Wednesday 16 November 2016

Bava Metzia 51: Ways Around Exploitation/Ona'a

Although today's daf continues the rabbis' discussion of ona'a, exploitation in business matters, we are also offered examples that help us to understand the reason for these rules.  First, we are offered stories of people who either over or undercharge someone in a business transaction, leading to an ona'a.  But might there be a way to get around these rules?  The rabbis consider transgressing Torah law in order to settle these claims.

A new Mishna teaches us that both the buyer and the seller; a layman and a merchant, are obligated by the halachot of ona'a, exploitation.  Rabbi Yehuda says that a merchant is not obligated by the halachot of ona'a because he is an expert at determining the market price of merchandise.  The person who has been exploited is at an advantage, because he is the one who can say "Give me back my money" or "Give me back the amount that you gained by exploiting me".  

The Gemara first considers the possible meanings of "you shall not exploit your brother".  Certainly this does not distinguish the buyer from the seller.  So how could Rabbi Yehuda believe that a merchant is exempt from the halachot of ona'a?  
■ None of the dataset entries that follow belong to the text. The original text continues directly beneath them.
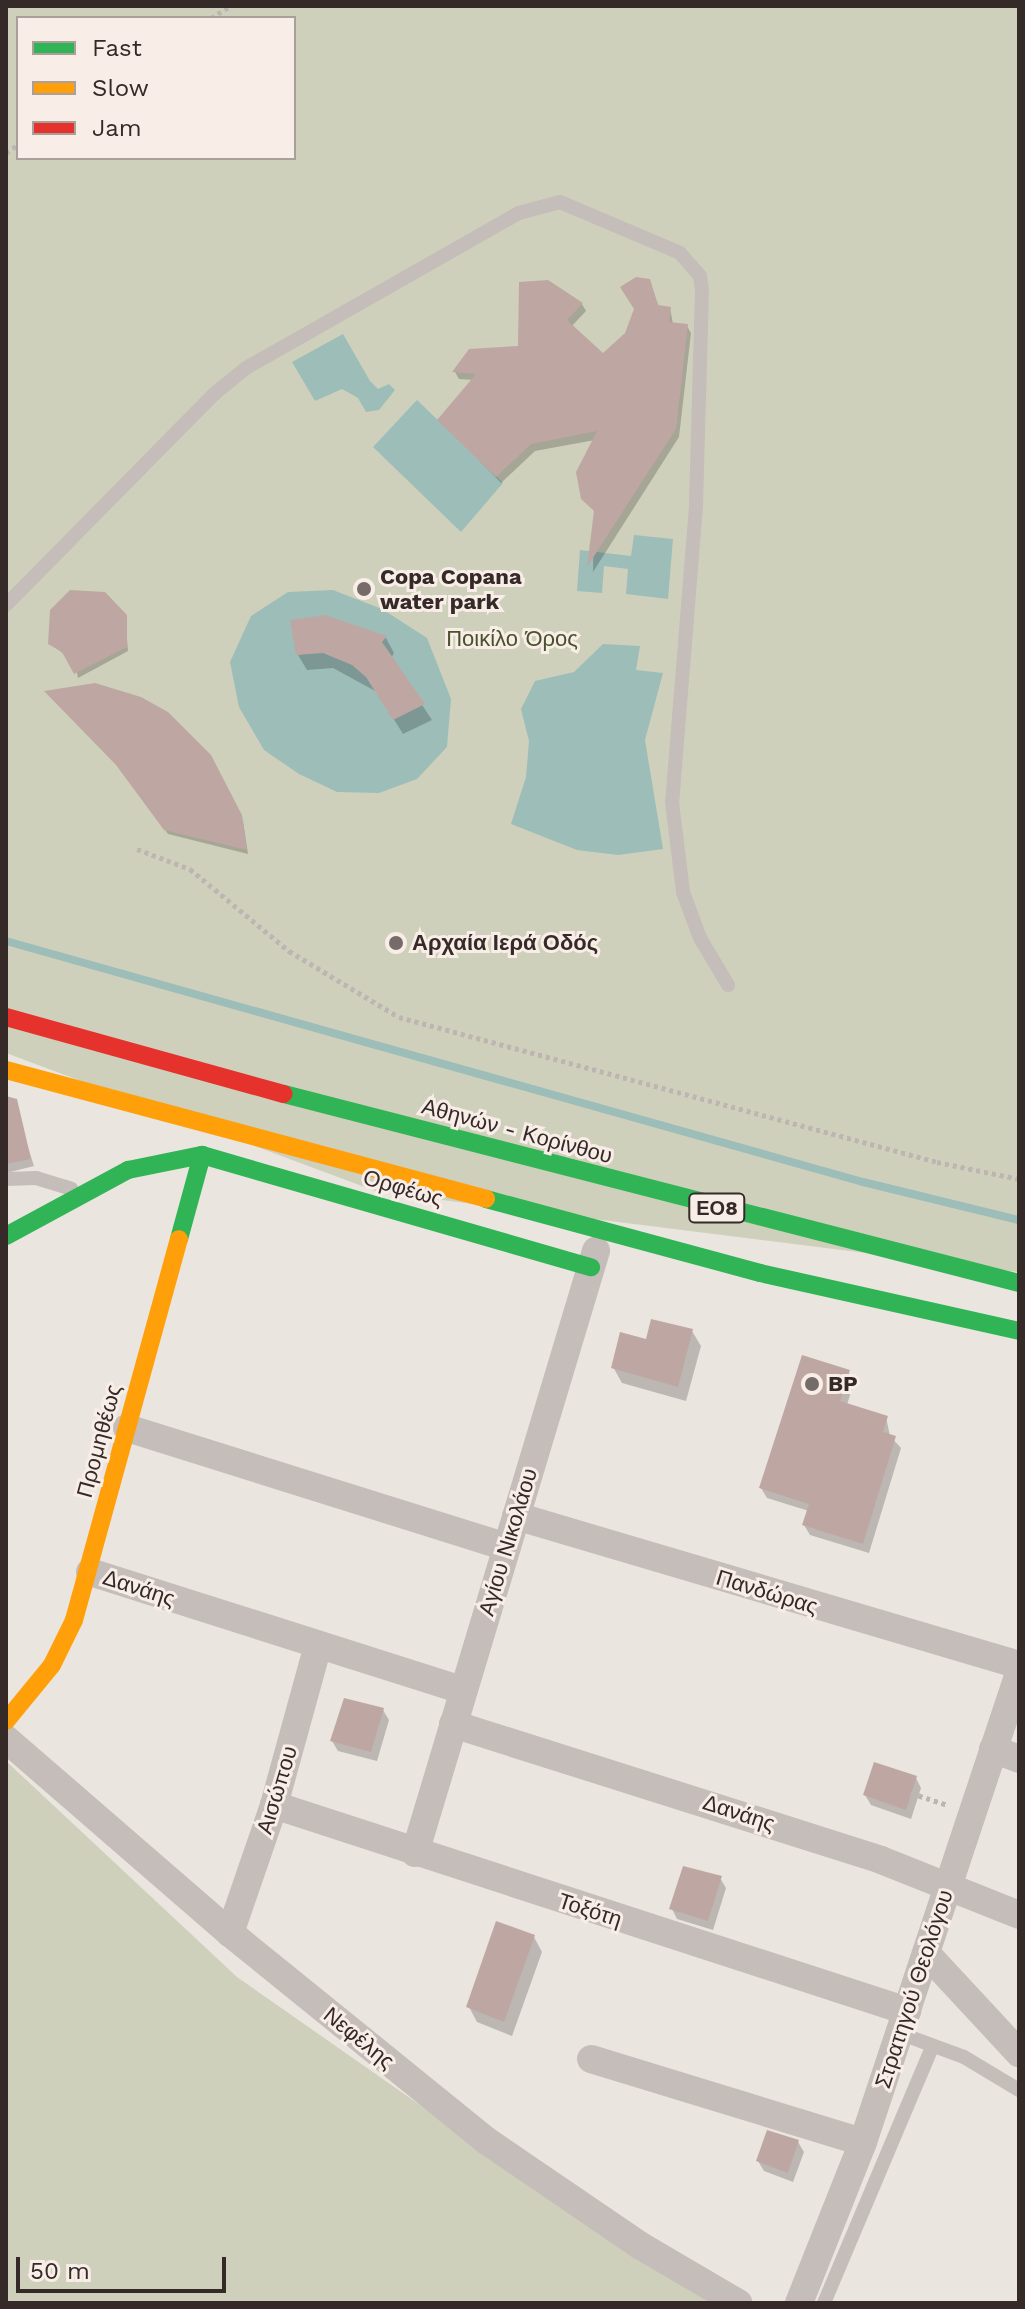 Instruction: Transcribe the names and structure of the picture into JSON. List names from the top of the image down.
{
  "streets": {
    "main road": [
      "Αθηνών - Κορίνθου",
      "Ορφέως",
      "ΕΟ8",
      "Προμηθέως"
    ],
    "street": [
      "Αγίου Νικολάου",
      "Δανάης",
      "Πανδώρας",
      "Αισώπου",
      "Τοξότη",
      "Στρατηγού Θεολόγου",
      "Νεφέλης"
    ]
  },
  "crossings": [
    ["Ορφέως", "Προμηθέως"],
    ["Ορφέως", "Αγίου Νικολάου"],
    ["ΕΟ8", "Αγίου Νικολάου"],
    ["Προμηθέως", "Δανάης"],
    ["Αγίου Νικολάου", "Δανάης"],
    ["Αγίου Νικολάου", "Πανδώρας"],
    ["Αγίου Νικολάου", "Τοξότη"],
    ["Δανάης", "Αισώπου"],
    ["Δανάης", "Στρατηγού Θεολόγου"],
    ["Αισώπου", "Τοξότη"],
    ["Αισώπου", "Νεφέλης"],
    ["Τοξότη", "Στρατηγού Θεολόγου"]
  ],
  "parks": ["Ποικίλο Όρος"],
  "places": ["Copa Copana water park", "Αρχαία Ιερά Οδός", "BP"],
  "legend": ["Fast", "Slow", "Jam"],
  "scale_bar": "50 m"
} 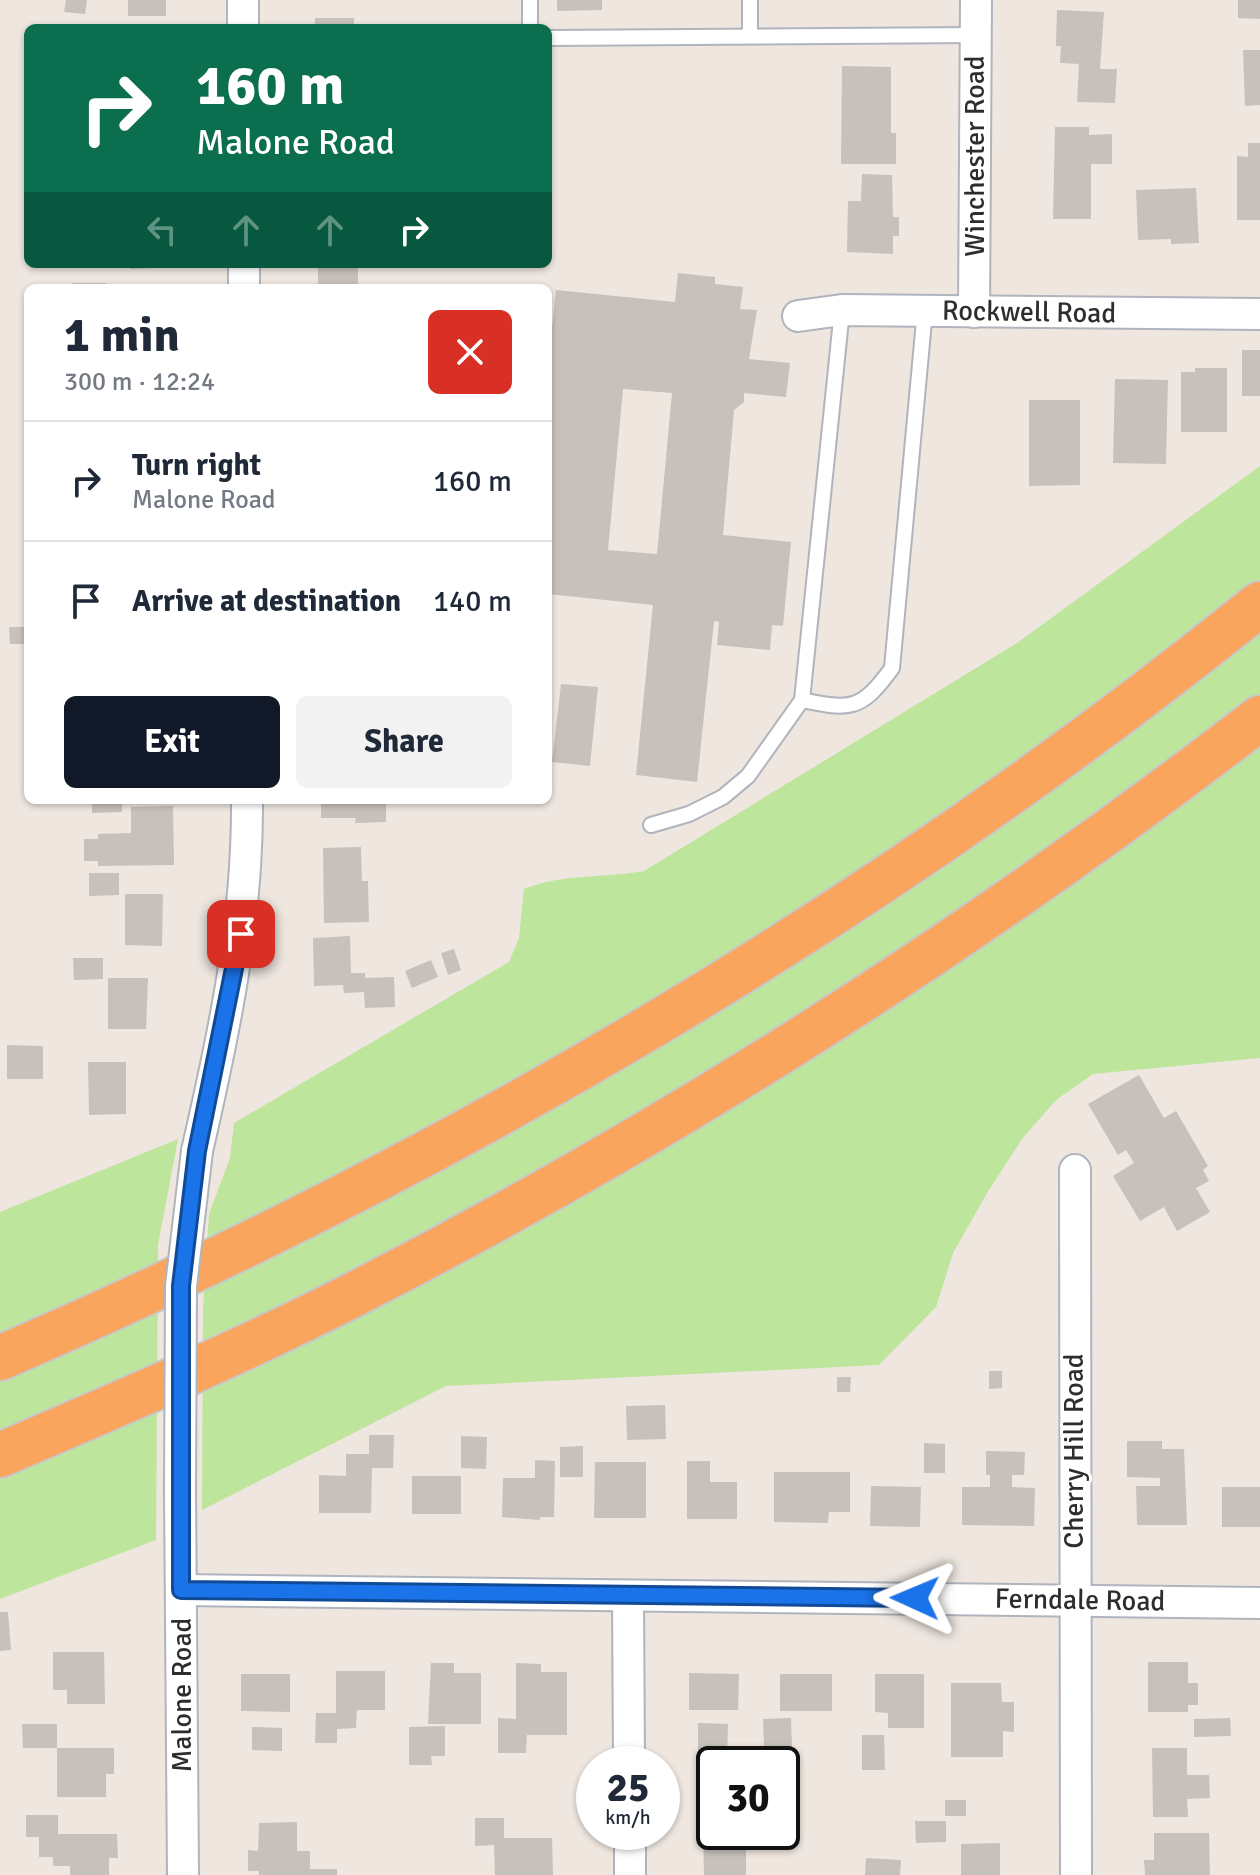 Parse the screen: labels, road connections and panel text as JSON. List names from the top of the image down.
{
  "streets": {
    "street": [
      "Winchester Road",
      "Rockwell Road",
      "Cherry Hill Road",
      "Ferndale Road",
      "Malone Road"
    ]
  },
  "crossings": [
    ["Winchester Road", "Rockwell Road"],
    ["Cherry Hill Road", "Ferndale Road"],
    ["Ferndale Road", "Malone Road"]
  ],
  "page": {
    "turn": ["160 m", "Malone Road"],
    "heading": ["1 min", "300 m · 12:24"],
    "list": [
      {
        "name": "Turn right",
        "note": "Malone Road",
        "value": "160 m"
      },
      {
        "name": "Arrive at destination",
        "value": "140 m"
      }
    ],
    "buttons": ["Exit", "Share"],
    "speed": "25 km/h",
    "limit": "30"
  }
} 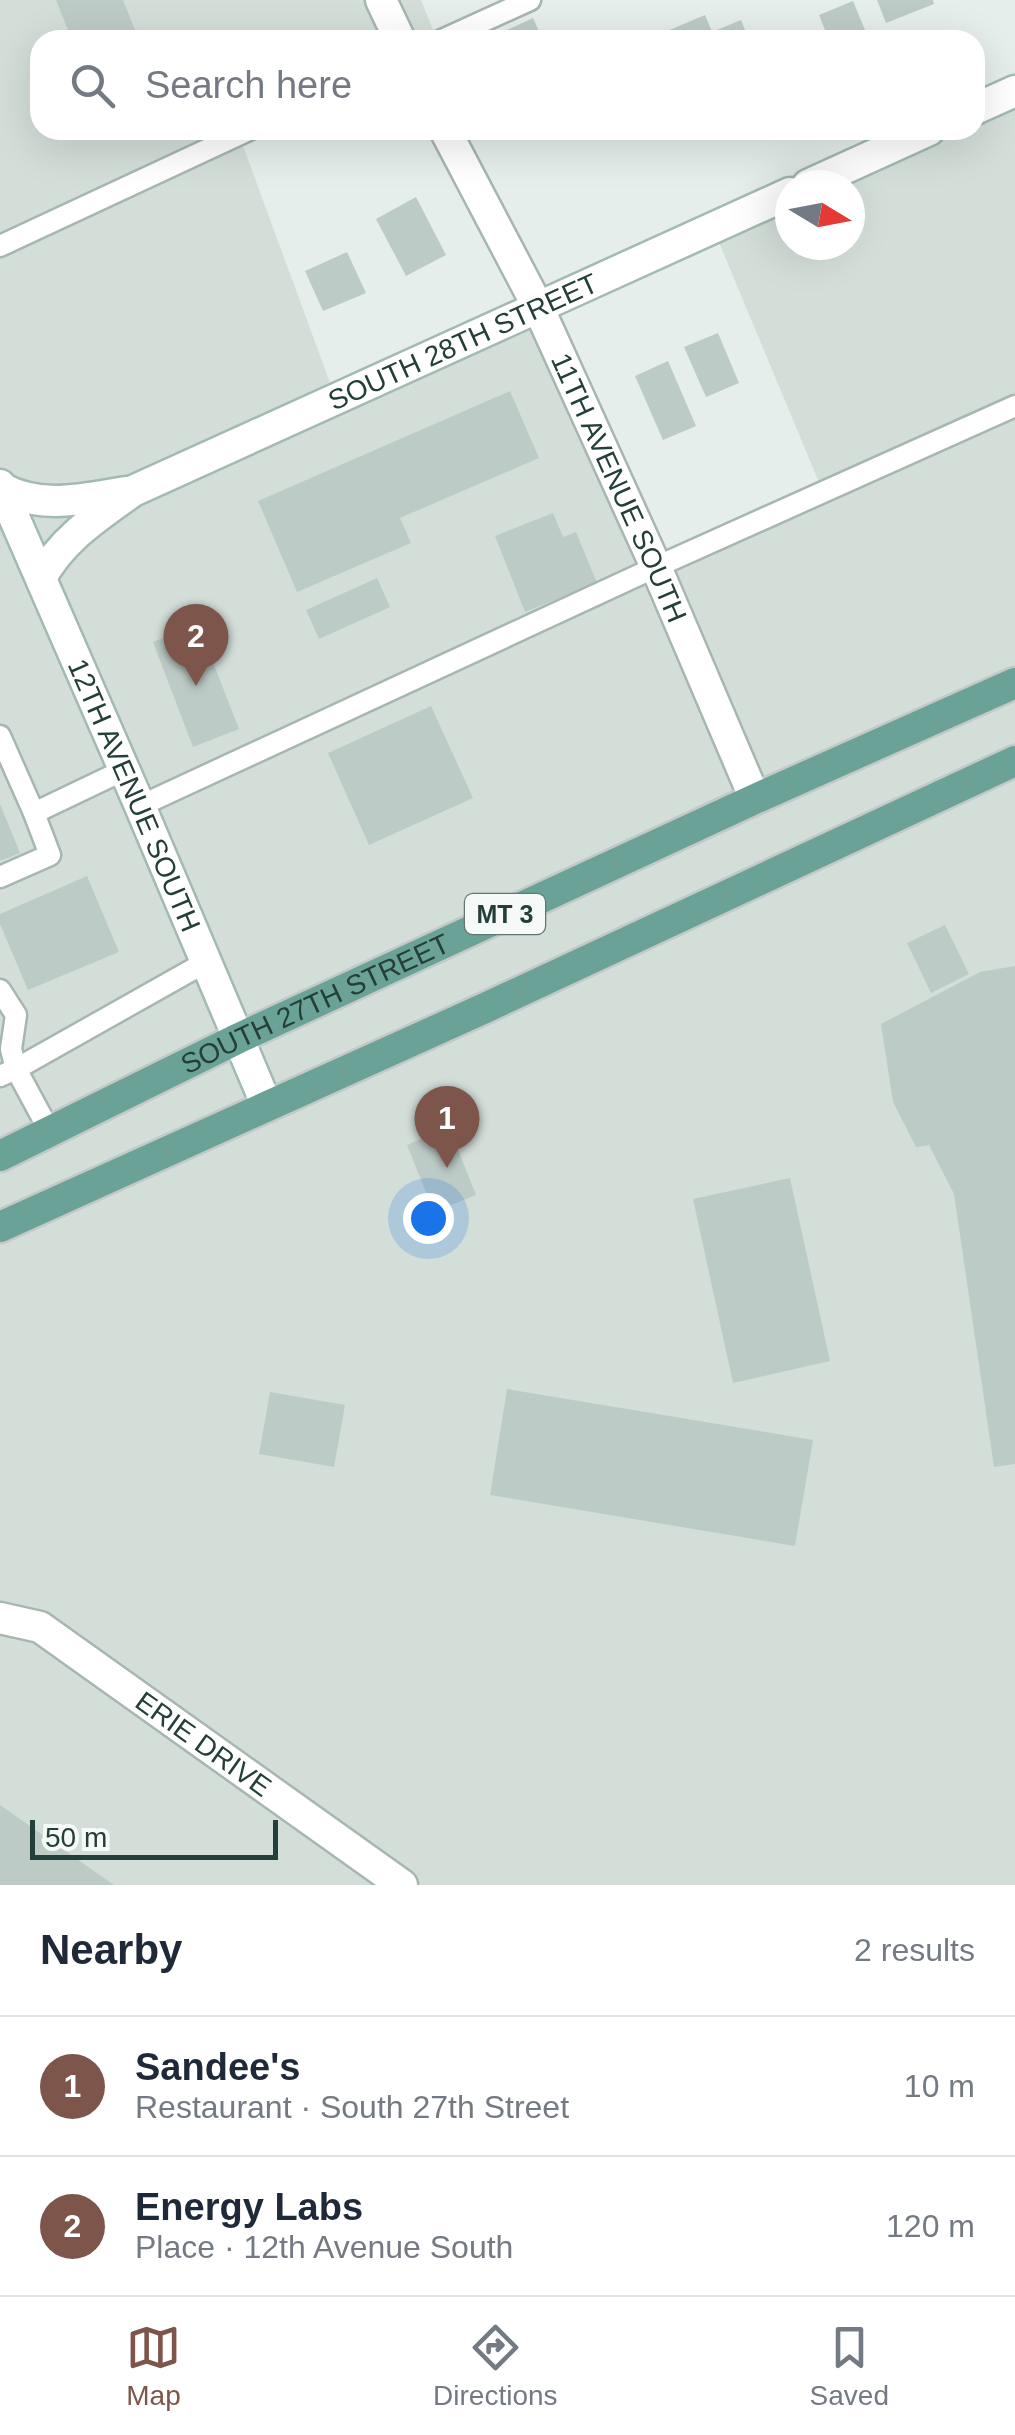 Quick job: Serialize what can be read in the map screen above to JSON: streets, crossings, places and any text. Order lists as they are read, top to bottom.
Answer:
{
  "streets": {
    "main road": ["MT 3", "SOUTH 27TH STREET"],
    "street": [
      "SOUTH 28TH STREET",
      "11TH AVENUE SOUTH",
      "12TH AVENUE SOUTH",
      "ERIE DRIVE"
    ]
  },
  "crossings": [
    ["SOUTH 28TH STREET", "11TH AVENUE SOUTH"],
    ["SOUTH 28TH STREET", "12TH AVENUE SOUTH"],
    ["11TH AVENUE SOUTH", "SOUTH 27TH STREET"],
    ["12TH AVENUE SOUTH", "SOUTH 27TH STREET"]
  ],
  "scale_bar": "50 m",
  "north": "right",
  "page": {
    "search": "Search here",
    "pins": ["2", "1"],
    "scale": "50 m",
    "heading": ["Nearby", "2 results"],
    "list": [
      {
        "mark": "1",
        "name": "Sandee's",
        "note": "Restaurant · South 27th Street",
        "value": "10 m"
      },
      {
        "mark": "2",
        "name": "Energy Labs",
        "note": "Place · 12th Avenue South",
        "value": "120 m"
      }
    ],
    "nav": ["Map", "Directions", "Saved"]
  }
}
Some possible reasons: perhaps the merchant is a trader who knows the value of merchandise.  Perhaps the merchant is has sold the item at less than one-sixth its value and so no ona'a is required.  

But there are other things that the rabbis disagreed about.  One of these is whether a person can agree to a sale only if the halachot of ona'a do not apply to that sale.  Sneaky!  The rabbis compare this with a man who attempts to betroth a woman on the condition that he does not need to provide food, clothing, or her conjugal rights.  Rabbi Meir ruled that they are betrothed but his condition is ignored.  However, this is a matter of personal obligations.  Monetary matters might be subject to different exceptions.

Does it make a difference whether or not a person knows her/his rights and waives those rights willingly?  The rabbis argue about this point.  Further, they debate whether or not this is an "ordinary case" where the over or underpricing of an item has not been mentioned.  Before introducing a new Mishna, the rabbis also speak to different ways of determining the value of an item and the payment of a porter (someone who delivers the item).  

A new Mishna is begun (but not completed in today's daf).  It tells us that a dinar will erode over time, and that we must determine whether or not a sela has lost its value and might create an ona'a.  The rabbis suggest different measures of erosion.   Is it one-sixth of its original value?  Or another measure altogether?